Korespondencja z Paryża
Prezydent François Hollande i kanclerz Angela Merkel świętowali wspólnie 50-lecie pojednania Francji i Niemiec. To był moment symboliczny – Hollande
i Merkel, stojąc wspólnie przed katedrą w Reims (130 km na północny wschód od Paryża) przypomnieli, jak 50 lat wcześniej prezydent Charles de
Gaulle i kanclerz Konrad Adenauer wzięli udział w mszy pojednania, co otworzyło nowy rozdział w stosunkach francusko-niemieckich. Jednak na niedzielne uroczystości w Reims położyło się cieniem zdewastowanie grobów niemieckich żołnierzy z I wojny światowej na pobliskim cmentarzu wojskowym.

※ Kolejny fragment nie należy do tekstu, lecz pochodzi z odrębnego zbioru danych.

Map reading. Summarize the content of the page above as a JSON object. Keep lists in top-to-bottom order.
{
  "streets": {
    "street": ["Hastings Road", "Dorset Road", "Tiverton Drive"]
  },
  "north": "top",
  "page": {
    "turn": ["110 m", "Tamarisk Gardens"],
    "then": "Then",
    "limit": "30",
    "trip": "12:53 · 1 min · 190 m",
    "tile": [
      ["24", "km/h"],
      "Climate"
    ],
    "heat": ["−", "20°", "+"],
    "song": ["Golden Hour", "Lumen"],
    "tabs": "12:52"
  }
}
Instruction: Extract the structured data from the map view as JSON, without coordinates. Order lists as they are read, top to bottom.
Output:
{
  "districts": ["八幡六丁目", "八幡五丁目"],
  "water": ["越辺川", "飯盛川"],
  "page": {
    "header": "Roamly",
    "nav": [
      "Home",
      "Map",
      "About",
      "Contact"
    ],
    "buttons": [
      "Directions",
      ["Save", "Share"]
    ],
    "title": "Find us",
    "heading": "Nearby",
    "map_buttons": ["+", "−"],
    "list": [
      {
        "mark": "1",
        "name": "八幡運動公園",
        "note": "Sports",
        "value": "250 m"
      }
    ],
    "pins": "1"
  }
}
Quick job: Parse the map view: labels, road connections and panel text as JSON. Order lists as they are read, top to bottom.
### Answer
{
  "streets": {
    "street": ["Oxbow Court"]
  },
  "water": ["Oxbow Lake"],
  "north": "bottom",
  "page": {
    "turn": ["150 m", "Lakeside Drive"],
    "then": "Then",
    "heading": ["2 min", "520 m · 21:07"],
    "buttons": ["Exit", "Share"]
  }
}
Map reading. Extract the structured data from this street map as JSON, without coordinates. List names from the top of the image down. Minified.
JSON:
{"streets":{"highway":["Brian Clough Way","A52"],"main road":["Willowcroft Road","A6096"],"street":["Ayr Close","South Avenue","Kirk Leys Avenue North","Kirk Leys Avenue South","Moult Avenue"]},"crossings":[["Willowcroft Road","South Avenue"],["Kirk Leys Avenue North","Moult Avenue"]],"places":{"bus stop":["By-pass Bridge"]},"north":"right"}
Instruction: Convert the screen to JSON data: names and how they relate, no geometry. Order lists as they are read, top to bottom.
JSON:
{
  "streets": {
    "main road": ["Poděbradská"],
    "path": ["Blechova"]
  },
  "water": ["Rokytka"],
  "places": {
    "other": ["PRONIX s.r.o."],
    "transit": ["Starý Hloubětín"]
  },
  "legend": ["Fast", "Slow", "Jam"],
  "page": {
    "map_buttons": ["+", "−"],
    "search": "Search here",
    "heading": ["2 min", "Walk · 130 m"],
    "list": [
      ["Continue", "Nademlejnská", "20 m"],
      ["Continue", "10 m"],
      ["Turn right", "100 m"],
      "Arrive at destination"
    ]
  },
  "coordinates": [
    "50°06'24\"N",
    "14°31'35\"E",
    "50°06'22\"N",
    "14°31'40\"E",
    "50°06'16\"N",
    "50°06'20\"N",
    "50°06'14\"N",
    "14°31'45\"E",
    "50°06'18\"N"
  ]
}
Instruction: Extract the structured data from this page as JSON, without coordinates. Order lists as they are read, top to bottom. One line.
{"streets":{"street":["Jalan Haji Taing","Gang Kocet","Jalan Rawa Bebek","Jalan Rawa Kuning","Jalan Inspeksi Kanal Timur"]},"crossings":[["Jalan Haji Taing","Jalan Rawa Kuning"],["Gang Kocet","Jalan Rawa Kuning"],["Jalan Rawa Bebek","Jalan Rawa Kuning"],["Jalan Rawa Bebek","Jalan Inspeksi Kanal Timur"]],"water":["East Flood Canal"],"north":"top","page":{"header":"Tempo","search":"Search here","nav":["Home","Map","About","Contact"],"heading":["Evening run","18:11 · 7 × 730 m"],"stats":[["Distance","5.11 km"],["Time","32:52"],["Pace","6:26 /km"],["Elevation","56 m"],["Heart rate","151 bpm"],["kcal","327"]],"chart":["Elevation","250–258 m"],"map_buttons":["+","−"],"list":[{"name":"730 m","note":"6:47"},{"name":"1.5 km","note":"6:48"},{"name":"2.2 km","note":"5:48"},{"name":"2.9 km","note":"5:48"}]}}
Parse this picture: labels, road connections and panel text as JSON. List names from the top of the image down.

– Żadna ciemna siła ani tym bardziej głupota nie zakłóci przyjaźni francusko-niemieckiej – deklarował Hollande, nawiązując do tego aktu wandalizmu. Ale komentatorzy nie mają wątpliwości, że przyjaźń francusko-niemiecka narażona jest na próby cięższe niż dewastacja cmentarza. Napięcia między przywódcami Francji i Niemiec są mocne jak nigdy w ostatnich latach. Kiedy 50 lat temu dwaj wizjonerzy, de Gaulle i Adenauer, dokonali aktu pojednania, który miał położyć kres konfliktom między ich krajami – począwszy od wojny francusko-pruskiej 1871 roku, a skończywszy na II wojnie światowej – był to krok o znaczeniu niezwykłym. Położył podwaliny pod nowy kształt Europy. Teraz te wyjątkowe stosunki francusko-niemieckie ulegają erozji, choć w Reims nie zabrakło ze strony Hollande'a słów o otwarciu drzwi do przyszłości, w której czekają „długie lata jeszcze ściślejszej przyjaźni". Prawicowe „Le Figaro " jeszcze przed uroczystościami w Reims stwierdziło, że są one trochę surrealistyczne. Przywódcy Francji i Niemiec musieli bowiem pójść śladami swych wielkich poprzedników, tymczasem ich stosunki są zupełnie inne.